--- EXERCISE OBJECTIVE ---
Scan the entries that follow and copy out every line containing "roads".

--- THE DATA ---
[Start of Attachment]

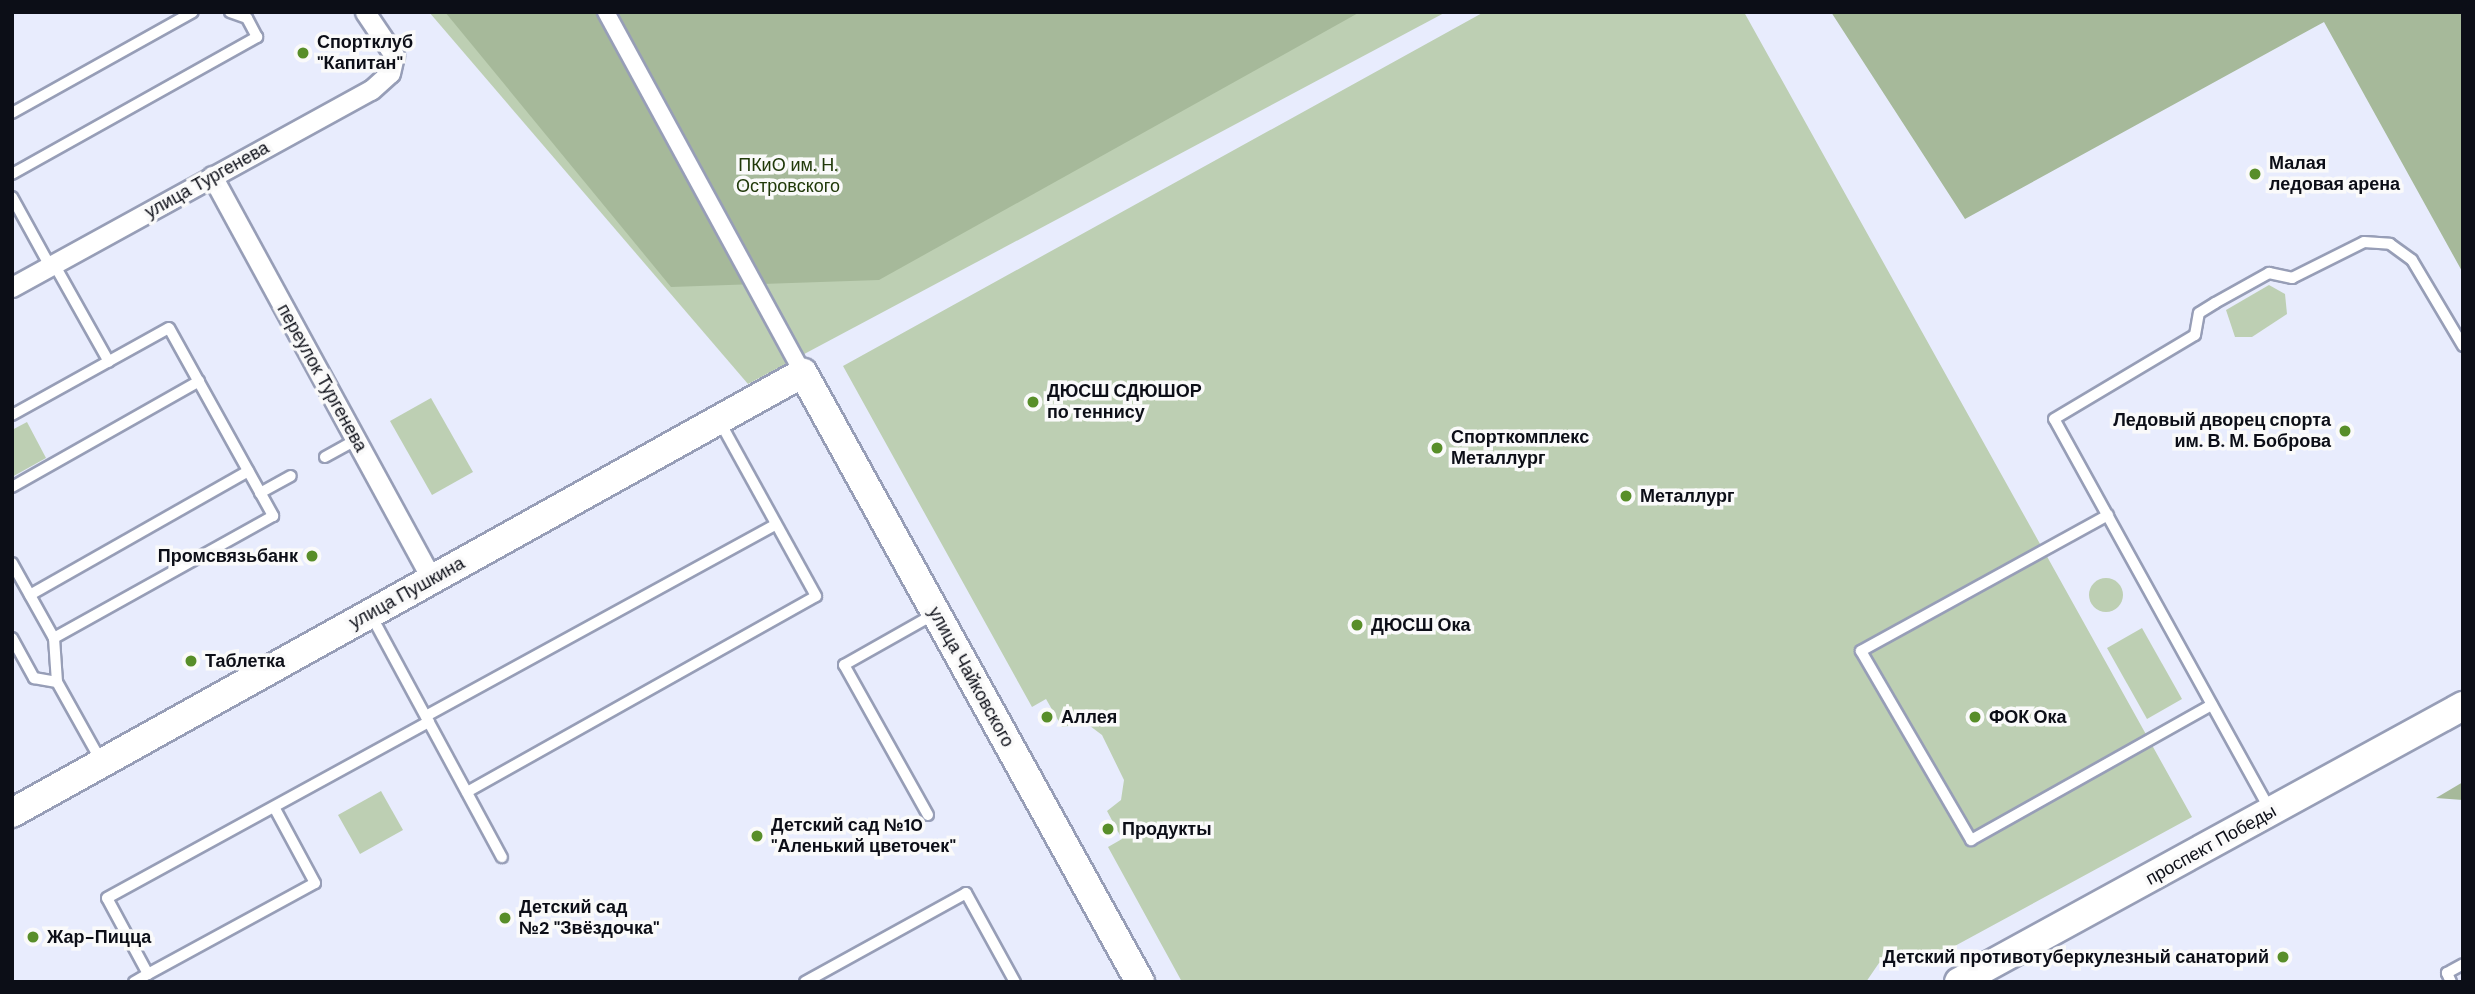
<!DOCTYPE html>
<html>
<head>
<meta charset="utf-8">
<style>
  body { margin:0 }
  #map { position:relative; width:2475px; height:994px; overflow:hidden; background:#e8ecfd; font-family:"DM Sans",sans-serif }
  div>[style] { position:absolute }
  .green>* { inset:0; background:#bdcfb3 }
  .round { border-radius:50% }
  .forest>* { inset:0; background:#a6b99a }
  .roads { filter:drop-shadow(2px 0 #979eb7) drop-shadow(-2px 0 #979eb7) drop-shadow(0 2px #979eb7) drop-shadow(0 -2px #979eb7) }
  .service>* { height:10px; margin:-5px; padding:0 5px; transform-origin:5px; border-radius:5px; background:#fff }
  .pedestrian>* { height:16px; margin:-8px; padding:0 8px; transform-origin:8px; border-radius:8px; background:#fff }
  .minor>* { height:19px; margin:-9.5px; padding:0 9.5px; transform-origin:9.5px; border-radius:9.5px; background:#fff }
  .secondary>* { height:28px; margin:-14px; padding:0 14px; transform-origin:14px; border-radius:14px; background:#fff }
  .dots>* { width:19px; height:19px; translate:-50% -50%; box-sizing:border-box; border:4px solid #fafafa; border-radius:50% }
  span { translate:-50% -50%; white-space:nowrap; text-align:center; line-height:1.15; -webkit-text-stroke:7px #fafafa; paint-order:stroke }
  .poi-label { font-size:18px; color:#0c0e17; font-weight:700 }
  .left { translate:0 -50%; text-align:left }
  .right { translate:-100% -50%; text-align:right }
  .park-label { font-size:18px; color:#203909 }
  .street-label { font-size:18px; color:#0c0e17 }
  .frame { position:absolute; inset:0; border:14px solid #0c0e17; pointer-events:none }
</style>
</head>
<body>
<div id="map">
  <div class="green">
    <i style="clip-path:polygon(429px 12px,1446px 12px,748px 384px)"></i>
    <i style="clip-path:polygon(1484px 12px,1744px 12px,2192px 817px,1918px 966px,1914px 958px,1879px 963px,1866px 982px,1182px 982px,1108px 847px,1122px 839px,1107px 811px,1121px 800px,1124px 780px,1102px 735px,1086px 723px,1062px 727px,1046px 699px,1032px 707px,843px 366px)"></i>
    <i style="clip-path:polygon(2269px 285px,2285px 294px,2287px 314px,2252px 337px,2235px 337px,2226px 310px)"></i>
    <i style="clip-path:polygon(431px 398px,473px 472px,432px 495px,390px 421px)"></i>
    <i style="clip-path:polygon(27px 422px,46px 458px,12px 477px,12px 430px)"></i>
    <i class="round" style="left:2089px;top:578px;width:34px;height:34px"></i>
    <i style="clip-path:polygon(2142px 628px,2182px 699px,2147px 719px,2107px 648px)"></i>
    <i style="clip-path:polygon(381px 791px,403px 830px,360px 854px,338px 815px)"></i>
  </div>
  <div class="forest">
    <i style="clip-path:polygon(445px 12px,1360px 12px,879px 280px,671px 287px)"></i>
    <i style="clip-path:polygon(1831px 12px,2463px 12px,2463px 273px,2324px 22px,1965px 219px)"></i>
    <i style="clip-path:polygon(2463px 782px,2463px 800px,2436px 798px)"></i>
  </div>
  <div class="roads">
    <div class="service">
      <i style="left:12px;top:113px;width:207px;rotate:-29.2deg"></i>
      <i style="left:12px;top:174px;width:281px;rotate:-29.2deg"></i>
      <i style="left:257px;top:37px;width:21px;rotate:-118deg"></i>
      <i style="left:247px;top:18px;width:18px;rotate:-161deg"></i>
      <i style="left:12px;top:197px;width:79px;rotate:61.2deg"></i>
      <i style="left:54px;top:264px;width:112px;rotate:60.7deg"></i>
      <i style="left:12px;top:415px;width:179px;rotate:-29deg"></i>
      <i style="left:169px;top:328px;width:215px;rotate:61deg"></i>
      <i style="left:273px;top:516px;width:251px;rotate:150.9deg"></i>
      <i style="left:325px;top:457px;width:35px;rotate:-29deg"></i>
      <i style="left:12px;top:487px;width:215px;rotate:-29.5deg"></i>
      <i style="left:260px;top:493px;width:35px;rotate:-29deg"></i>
      <i style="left:2108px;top:515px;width:282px;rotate:151.2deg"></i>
      <i style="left:1861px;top:651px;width:219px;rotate:59.8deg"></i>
      <i style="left:1971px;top:840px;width:276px;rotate:-29.3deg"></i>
      <i style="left:12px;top:563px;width:86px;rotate:60.8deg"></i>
      <i style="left:54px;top:638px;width:44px;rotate:86.1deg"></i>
      <i style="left:57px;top:682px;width:88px;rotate:60.8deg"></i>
      <i style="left:30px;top:595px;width:251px;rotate:-29.6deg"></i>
      <i style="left:372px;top:617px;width:273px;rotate:61.6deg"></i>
      <i style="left:12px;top:638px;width:46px;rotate:61.2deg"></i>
      <i style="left:34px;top:678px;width:23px;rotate:10deg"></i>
      <i style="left:426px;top:716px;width:399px;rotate:-28.7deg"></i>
      <i style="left:467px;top:792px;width:400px;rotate:-29.3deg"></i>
      <i style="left:816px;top:596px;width:199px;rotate:-118.9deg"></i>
      <i style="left:2269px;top:808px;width:444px;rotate:-118.9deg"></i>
      <i style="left:2054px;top:419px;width:164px;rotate:-30.8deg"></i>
      <i style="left:2195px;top:335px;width:22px;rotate:-80deg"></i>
      <i style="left:2199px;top:313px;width:19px;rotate:-32deg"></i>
      <i style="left:2215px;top:303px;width:62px;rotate:-29.1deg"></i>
      <i style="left:2269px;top:273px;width:24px;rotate:12deg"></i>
      <i style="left:2292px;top:278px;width:80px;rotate:-26.6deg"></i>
      <i style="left:2364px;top:242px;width:26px;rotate:4deg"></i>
      <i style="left:2390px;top:244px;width:27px;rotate:36deg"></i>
      <i style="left:2412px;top:260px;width:100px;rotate:59.3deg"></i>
      <i style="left:928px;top:815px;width:172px;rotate:-119.2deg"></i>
      <i style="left:844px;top:665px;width:103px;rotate:-29.5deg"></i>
      <i style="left:148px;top:974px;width:190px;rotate:-28.6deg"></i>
      <i style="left:315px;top:883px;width:86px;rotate:-118.3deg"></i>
      <i style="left:134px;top:982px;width:16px;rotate:-30deg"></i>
      <i style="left:148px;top:974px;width:86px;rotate:-118.3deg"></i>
      <i style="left:107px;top:898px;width:367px;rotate:-28.7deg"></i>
      <i style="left:805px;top:982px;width:184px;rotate:-28.9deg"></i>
      <i style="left:966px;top:893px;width:102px;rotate:61.2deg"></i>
      <i style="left:2451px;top:982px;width:10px;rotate:-114deg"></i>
      <i style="left:2447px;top:973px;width:18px;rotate:-29deg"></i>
    </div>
    <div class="pedestrian">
      <i style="left:606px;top:12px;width:411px;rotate:61.4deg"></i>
    </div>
    <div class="minor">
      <i style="left:212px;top:176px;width:459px;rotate:61.4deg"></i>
      <i style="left:12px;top:287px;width:409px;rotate:-28.8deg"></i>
      <i style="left:371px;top:90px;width:25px;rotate:-42deg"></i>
      <i style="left:390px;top:73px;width:18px;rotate:-77deg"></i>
      <i style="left:394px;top:55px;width:52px;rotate:-124deg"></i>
    </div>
    <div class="secondary">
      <i style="left:12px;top:813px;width:905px;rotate:-29.09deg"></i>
      <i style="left:803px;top:373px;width:696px;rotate:61.04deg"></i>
      <i style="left:1959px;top:982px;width:575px;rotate:-28.71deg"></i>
    </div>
  </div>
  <div class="dots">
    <i style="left:303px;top:53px;background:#588e29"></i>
    <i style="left:2255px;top:174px;background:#588e29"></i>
    <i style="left:1033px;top:402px;background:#588e29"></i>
    <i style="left:2345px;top:431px;background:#588e29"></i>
    <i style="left:1437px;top:448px;background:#588e29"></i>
    <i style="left:1626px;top:496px;background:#588e29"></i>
    <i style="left:312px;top:556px;background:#588e29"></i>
    <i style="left:1357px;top:625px;background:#588e29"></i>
    <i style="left:191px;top:661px;background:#588e29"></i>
    <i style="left:1047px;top:717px;background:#588e29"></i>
    <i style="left:1975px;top:717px;background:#588e29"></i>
    <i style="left:1108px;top:829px;background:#588e29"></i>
    <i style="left:757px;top:836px;background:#588e29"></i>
    <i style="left:505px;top:918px;background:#588e29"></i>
    <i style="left:33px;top:937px;background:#588e29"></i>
    <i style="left:2283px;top:957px;background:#588e29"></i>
  </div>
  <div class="poi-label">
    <span class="left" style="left:317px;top:53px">Спортклуб<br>"Капитан"</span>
    <span class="left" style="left:2269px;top:174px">Малая<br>ледовая арена</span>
    <span class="left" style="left:1047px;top:402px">ДЮСШ СДЮШОР<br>по теннису</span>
    <span class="right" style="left:2331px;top:431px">Ледовый дворец спорта<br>им. В. М. Боброва</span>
    <span class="left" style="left:1451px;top:448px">Спорткомплекс<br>Металлург</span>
    <span class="left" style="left:1640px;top:496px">Металлург</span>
    <span class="right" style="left:298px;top:556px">Промсвязьбанк</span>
    <span class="left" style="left:1371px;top:625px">ДЮСШ Ока</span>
    <span class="left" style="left:205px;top:661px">Таблетка</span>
    <span class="left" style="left:1061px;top:717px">Аллея</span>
    <span class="left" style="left:1989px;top:717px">ФОК Ока</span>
    <span class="left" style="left:771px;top:836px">Детский сад №10<br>"Аленький цветочек"</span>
    <span class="left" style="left:1122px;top:829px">Продукты</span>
    <span class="left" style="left:519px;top:918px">Детский сад<br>№2 "Звёздочка"</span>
    <span class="left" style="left:47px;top:937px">Жар-Пицца</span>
    <span class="right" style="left:2269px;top:957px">Детский противотуберкулезный санаторий</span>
  </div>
  <div class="park-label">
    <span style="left:788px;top:176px">ПКиО им. Н.<br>Островского</span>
  </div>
  <div class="street-label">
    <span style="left:207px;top:180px;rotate:-29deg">улица Тургенева</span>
    <span style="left:322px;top:378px;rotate:61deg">переулок Тургенева</span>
    <span style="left:407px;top:593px;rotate:-29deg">улица Пушкина</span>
    <span style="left:971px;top:677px;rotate:61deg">улица Чайковского</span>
    <span style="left:2211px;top:845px;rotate:-29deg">проспект Победы</span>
  </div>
  <div class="frame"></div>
</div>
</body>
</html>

[End of Attachment]

--- EXERCISE RESPONSE ---
  .roads { filter:drop-shadow(2px 0 #979eb7) drop-shadow(-2px 0 #979eb7) drop-shadow(0 2px #979eb7) drop-shadow(0 -2px #979eb7) }
  <div class="roads">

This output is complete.